ECLI:NL:CRVB:2007:BA1043
Centrale Raad van Beroep
- Hoger beroep
- A. Beuker-Tilstra
- G.L.M.J. Stevens
- H.R. Geerling-Brouwer
- Rechtspraak.nl
Weigering van toeslag op basis van de Militaire toeslagregeling pensioenen voor diensttijd in Suriname en de Nederlandse Antillen
In deze zaak heeft de Centrale Raad van Beroep op 15 maart 2007 uitspraak gedaan in het hoger beroep van een appellant uit Curaçao tegen de uitspraak van de militaire ambtenarenrechter van de rechtbank 's-Gravenhage van 18 april 2006. De appellant had hoger beroep ingesteld tegen de beslissing van de staatssecretaris van Defensie, die had geoordeeld dat hij niet in aanmerking kwam voor een toeslag ingevolge de Militaire toeslagregeling pensioenen Suriname en de Nederlandse Antillen. De Raad heeft vastgesteld dat de feiten en omstandigheden die de rechtbank in de eerdere uitspraak als vaststaand had aangenomen, ook in hoger beroep van toepassing zijn. De centrale vraag was of de appellant kon worden aangemerkt als militair die zijn diensttijd onafgebroken in de Nederlandse Antillen had doorgebracht, zoals vereist door de Regeling.
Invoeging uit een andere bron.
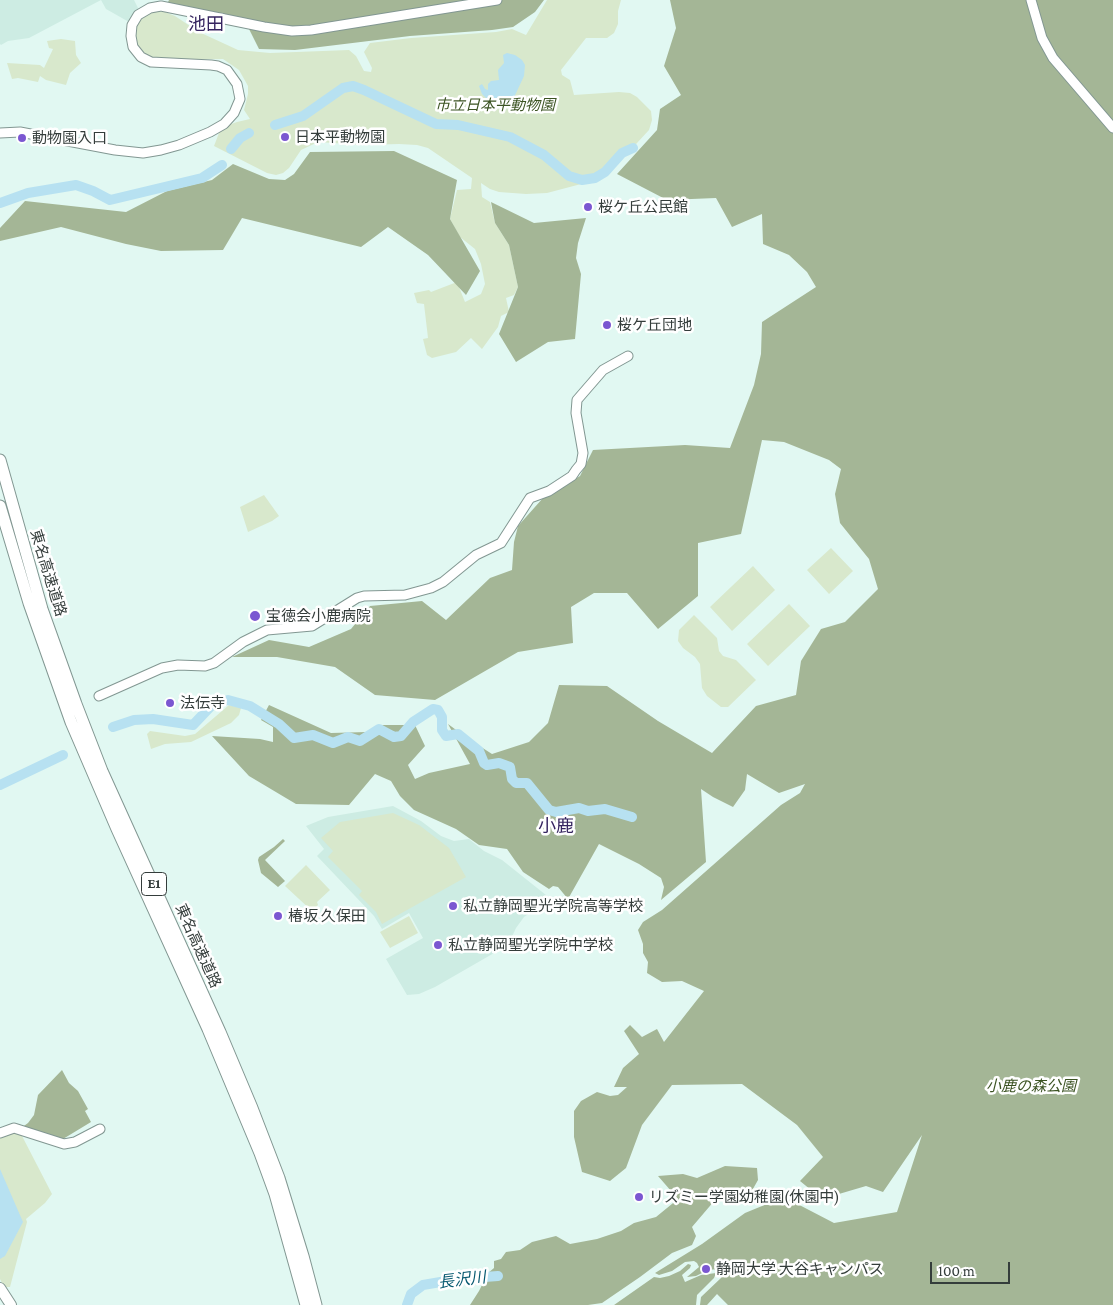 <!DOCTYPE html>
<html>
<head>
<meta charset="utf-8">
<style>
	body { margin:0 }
	#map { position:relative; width:1113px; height:1305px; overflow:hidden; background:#e1f8f2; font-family:"Crimson Pro",serif }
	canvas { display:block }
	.scale { position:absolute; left:930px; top:1262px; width:80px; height:22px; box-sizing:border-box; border:2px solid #343d3b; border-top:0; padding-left:6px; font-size:15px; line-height:18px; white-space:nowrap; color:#343d3b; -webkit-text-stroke:4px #fff; paint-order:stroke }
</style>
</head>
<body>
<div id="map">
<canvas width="1113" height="1305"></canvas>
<div class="scale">100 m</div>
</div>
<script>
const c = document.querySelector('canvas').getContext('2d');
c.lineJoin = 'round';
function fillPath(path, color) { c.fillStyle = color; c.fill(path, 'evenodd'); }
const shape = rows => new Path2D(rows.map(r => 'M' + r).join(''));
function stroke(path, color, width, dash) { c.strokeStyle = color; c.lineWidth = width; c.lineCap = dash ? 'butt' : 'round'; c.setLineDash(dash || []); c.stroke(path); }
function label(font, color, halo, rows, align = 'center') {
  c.font = font + ' "Crimson Pro","Noto Sans JP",serif'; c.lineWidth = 5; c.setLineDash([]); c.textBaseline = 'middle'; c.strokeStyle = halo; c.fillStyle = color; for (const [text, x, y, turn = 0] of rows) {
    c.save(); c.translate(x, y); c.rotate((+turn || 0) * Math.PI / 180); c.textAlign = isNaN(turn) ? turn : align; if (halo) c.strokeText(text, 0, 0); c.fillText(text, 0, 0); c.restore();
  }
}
fillPath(shape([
	[0,0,134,0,139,10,129,22,106,9,101,0,29,38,8,41,1,45,0,44],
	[393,806,421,821,441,836,454,841,469,839,484,851,502,860,551,899,524,917,516,928,508,945,435,987,419,994,407,995,386,959,423,938,409,913,382,929,374,916,317,856,324,849,306,826,328,817]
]), '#cdece3');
fillPath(shape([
	[547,0,621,0,618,11,618,24,614,33,607,38,586,38,561,70,562,75,570,80,574,95,619,92,630,93,637,97,651,111,652,120,649,130,613,169,600,179,547,193,526,194,499,192,490,189,481,183,482,197,490,202,495,223,509,245,518,287,514,295,506,298,509,312,501,316,498,327,482,349,471,338,456,352,432,358,427,355,423,339,428,338,424,304,417,303,414,293,429,290,431,292,457,282,465,302,481,294,485,284,481,264,475,249,460,237,450,219,457,190,471,189,472,178,428,148,417,145,399,144,364,145,318,142,301,150,289,168,283,173,276,175,267,173,214,146,219,133,226,126,237,122,250,119,244,110,248,94,248,86,239,70,223,59,158,60,144,55,134,42,135,25,139,20,154,11,165,12,175,16,199,32,238,50,270,53,349,50,356,56,364,71,371,72,372,68,364,52,370,43,411,38,496,32,512,29,526,35],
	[61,39,75,41,76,55,81,63,70,73,66,85,46,80,40,76,38,82,18,78,12,79,7,63,40,65,44,68,53,49,49,48,47,41],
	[264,495,279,516,272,521,248,532,240,507],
	[831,548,853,571,829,594,807,570],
	[753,566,775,590,732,631,710,607],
	[789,604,810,626,768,666,747,644],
	[694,615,717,638,719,651,723,656,736,660,756,680,728,707,721,707,707,696,702,688,700,664,695,657,683,648,678,641,679,630],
	[229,705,241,708,239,715,231,723,191,742,165,744,151,749,147,734,150,731,185,736,195,734],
	[393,813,419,825,449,848,466,877,382,924,376,912,359,895,362,891,328,857,333,851,321,838,340,822],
	[306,865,330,890,317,902,318,905,312,911,285,886],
	[409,916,418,933,390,948,380,932],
	[18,1131,21,1134,52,1194,45,1203,26,1219,27,1222,10,1287,4,1287,0,1279,0,1136]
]), '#d8e8cc');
fillPath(shape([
	[169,0,544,0,535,12,513,27,492,30,410,36,295,50,259,49,244,19,170,4,168,2],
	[670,0,1113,0,1113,1305,728,1305,717,1294,707,1305,700,1305,701,1297,721,1278,721,1272,718,1269,708,1270,696,1276,687,1277,699,1267,697,1263,694,1261,685,1262,672,1271,659,1275,655,1273,702,1244,745,1213,784,1197,834,1223,897,1212,922,1135,883,1192,866,1186,822,1199,800,1181,823,1157,797,1125,742,1084,672,1085,642,1125,626,1168,610,1181,582,1172,574,1137,574,1111,581,1101,597,1092,610,1096,618,1095,627,1087,614,1087,623,1068,639,1054,624,1031,630,1025,642,1037,657,1029,664,1042,704,991,682,981,662,982,647,973,648,962,643,953,643,944,638,930,643,922,662,910,781,805,800,793,805,784,779,793,747,774,745,790,733,807,713,797,701,789,706,862,661,900,664,887,661,878,639,864,599,844,568,899,558,887,553,886,549,889,523,872,507,849,479,845,456,829,414,810,400,796,391,781,375,774,349,805,296,804,249,776,212,736,260,739,273,742,273,727,261,720,269,705,331,733,367,732,383,725,415,725,425,746,408,765,415,779,429,773,470,764,448,724,467,738,492,754,529,742,548,723,559,685,607,686,658,721,712,753,756,706,796,695,801,661,821,629,845,622,878,589,869,559,840,523,835,494,841,469,829,460,784,442,762,440,741,534,698,543,698,596,658,629,627,593,594,593,571,607,573,643,518,652,435,700,375,695,335,667,277,657,232,657,269,640,309,647,351,629,370,606,422,601,446,620,490,578,512,570,514,542,518,526,543,498,580,476,593,450,685,445,730,448,754,385,761,354,762,322,816,287,807,272,789,255,763,244,762,214,732,227,716,198,667,200,617,174,657,130,660,109,681,95,664,66,676,28],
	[394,151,457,180,450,219,480,271,466,295,428,255,388,227,361,247,242,218,223,250,161,251,126,244,61,227,0,241,0,228,25,201,126,212,167,191,212,180,233,164,269,179,285,180,294,174,310,152],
	[491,202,534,223,586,218,578,243,576,258,581,274,575,339,548,342,516,362,499,334,518,287,509,245,495,223],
	[283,839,285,841,265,860,285,881,278,887,261,873,258,860,259,857,274,847],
	[62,1070,69,1083,78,1091,88,1109,85,1111,91,1122,63,1139,21,1128,28,1123,34,1115,38,1095],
	[725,1166,757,1168,758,1180,745,1203,731,1202,728,1192,715,1200,692,1227,696,1236,692,1245,672,1253,640,1277,602,1303,588,1305,470,1305,479,1291,488,1273,494,1268,494,1261,501,1259,506,1252,520,1250,532,1242,556,1236,570,1244,597,1239,621,1231,634,1223,656,1217,678,1199,658,1176,683,1174,697,1178],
	[688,1264,691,1265,690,1268,682,1275,685,1282,701,1275,716,1273,714,1278,697,1295,696,1305,614,1305,654,1277,660,1278,669,1276,680,1271]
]), '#a4b696');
fillPath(shape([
	[507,53,515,55,522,60,525,65,524,76,510,106,504,108,488,100,482,94,479,86,482,84,485,89,488,90,488,84,491,81,499,80,498,70,504,63,503,55],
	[0,1169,23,1222,5,1256,0,1259]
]), '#b7e1f1');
stroke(shape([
	[275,125,303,116,343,88,353,86,364,90,436,124,458,125,510,137,544,155,569,176,582,180,595,178,605,172,622,153,633,148],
	[231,149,240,138,249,133],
	[0,203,28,193,76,185,93,191,110,200,202,178,222,165],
	[113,727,134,720,153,719,193,725,211,706,220,702,228,700,250,706,279,724,294,738,313,735,333,743,348,737,360,741,379,729,394,737,401,736,413,722,433,709,438,710,442,717,442,730,446,736,458,734,479,751,484,763,487,765,499,763,510,767,512,779,516,783,527,783,549,810,556,812,579,808,588,811,605,809,632,817],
	[0,785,63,755],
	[407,1305,411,1294,423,1285,458,1279,498,1276]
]), '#b7e1f1', 10);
const secondary = shape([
	[1031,0,1042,38,1053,58,1113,128],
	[0,133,20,132,115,150,143,153,161,150,179,145,210,132,224,124,234,113,240,99,237,84,227,70,218,66,211,65,151,62,141,57,133,47,131,36,132,25,138,15,150,8,161,6,264,27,292,31,311,30,497,0],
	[99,696,162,668,178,665,205,666,214,663,243,642,267,630,312,626,357,598,364,596,405,595,431,588,443,582,476,555,501,543,530,498,549,491,572,476,576,470,581,464,583,453,576,413,577,400,603,370,628,356],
	[0,1133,14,1128,64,1144,75,1142,100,1129]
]);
const primary = shape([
	[0,1288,11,1305]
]);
const highway = shape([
	[0,460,42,609,76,704,102,771,220,1032,252,1108,279,1178,303,1256,316,1305],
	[0,506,29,603,71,722,117,829,208,1029,260,1153,275,1194,306,1305]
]);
stroke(secondary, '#829792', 11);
stroke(primary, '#829792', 12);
stroke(highway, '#829792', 13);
stroke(secondary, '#fff', 9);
stroke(primary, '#fff', 10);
stroke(highway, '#fff', 11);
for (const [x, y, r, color] of [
	[285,137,5,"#7b57d1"],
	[22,138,5,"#7b57d1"],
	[588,207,5,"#7b57d1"],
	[607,325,5,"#7b57d1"],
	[255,616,6,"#7b57d1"],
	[170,703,5,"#7b57d1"],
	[453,906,5,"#7b57d1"],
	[278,916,5,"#7b57d1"],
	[438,945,5,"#7b57d1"],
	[639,1197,5,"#7b57d1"],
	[706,1269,5,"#7b57d1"]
]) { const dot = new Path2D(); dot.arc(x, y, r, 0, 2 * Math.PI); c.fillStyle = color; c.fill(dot); stroke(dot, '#fff', 2); }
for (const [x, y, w] of [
	[154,884,25]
]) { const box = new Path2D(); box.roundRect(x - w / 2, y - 11.5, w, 23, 4); c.fillStyle = '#fff'; c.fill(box); stroke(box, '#343d3b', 1); }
label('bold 14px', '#343d3b', null, [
	["E1",154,884]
]);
label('italic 15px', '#3b5322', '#fff', [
	["市立日本平動物園",495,105],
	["小鹿の森公園",1031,1086]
]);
label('15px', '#343d3b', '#fff', [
	["日本平動物園",295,137],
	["動物園入口",32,138],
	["桜ケ丘公民館",598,207],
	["桜ケ丘団地",617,325],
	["宝徳会小鹿病院",266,616],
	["法伝寺",180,703],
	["私立静岡聖光学院高等学校",463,906],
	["椿坂 久保田",288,916],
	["私立静岡聖光学院中学校",448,945],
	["リズミー学園幼稚園(休園中)",649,1197],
	["静岡大学 大谷キャンパス",716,1269]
], 'left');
label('15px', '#343d3b', '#fff', [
	["東名高速道路",48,573,73],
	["東名高速道路",198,946,66]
]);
label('italic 16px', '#065970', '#fff', [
	["長沢川",462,1280,-7]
]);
label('18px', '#362560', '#fff', [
	["池田",206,24],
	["小鹿",556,826]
]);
</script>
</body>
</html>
De Raad concludeerde dat de appellant niet voldeed aan deze eis, aangezien hij niet kon aantonen dat hij zijn diensttijd geheel of nagenoeg geheel in de Nederlandse Antillen had doorgebracht. De Raad bevestigde daarom de eerdere uitspraak van de rechtbank en oordeelde dat er geen aanleiding was voor een proceskostenveroordeling op basis van artikel 8:75 van de Algemene wet bestuursrecht. De uitspraak werd gedaan door een meervoudige kamer, met A. Beuker-Tilstra als voorzitter en G.L.M.J. Stevens en H.R. Geerling-Brouwer als leden, in tegenwoordigheid van griffier W.M. Szabo. De zitting vond plaats op 1 februari 2007, waarbij de appellant niet aanwezig was, maar de staatssecretaris vertegenwoordigd werd door P.J. Consten van de Stichting Pensioenfonds ABP.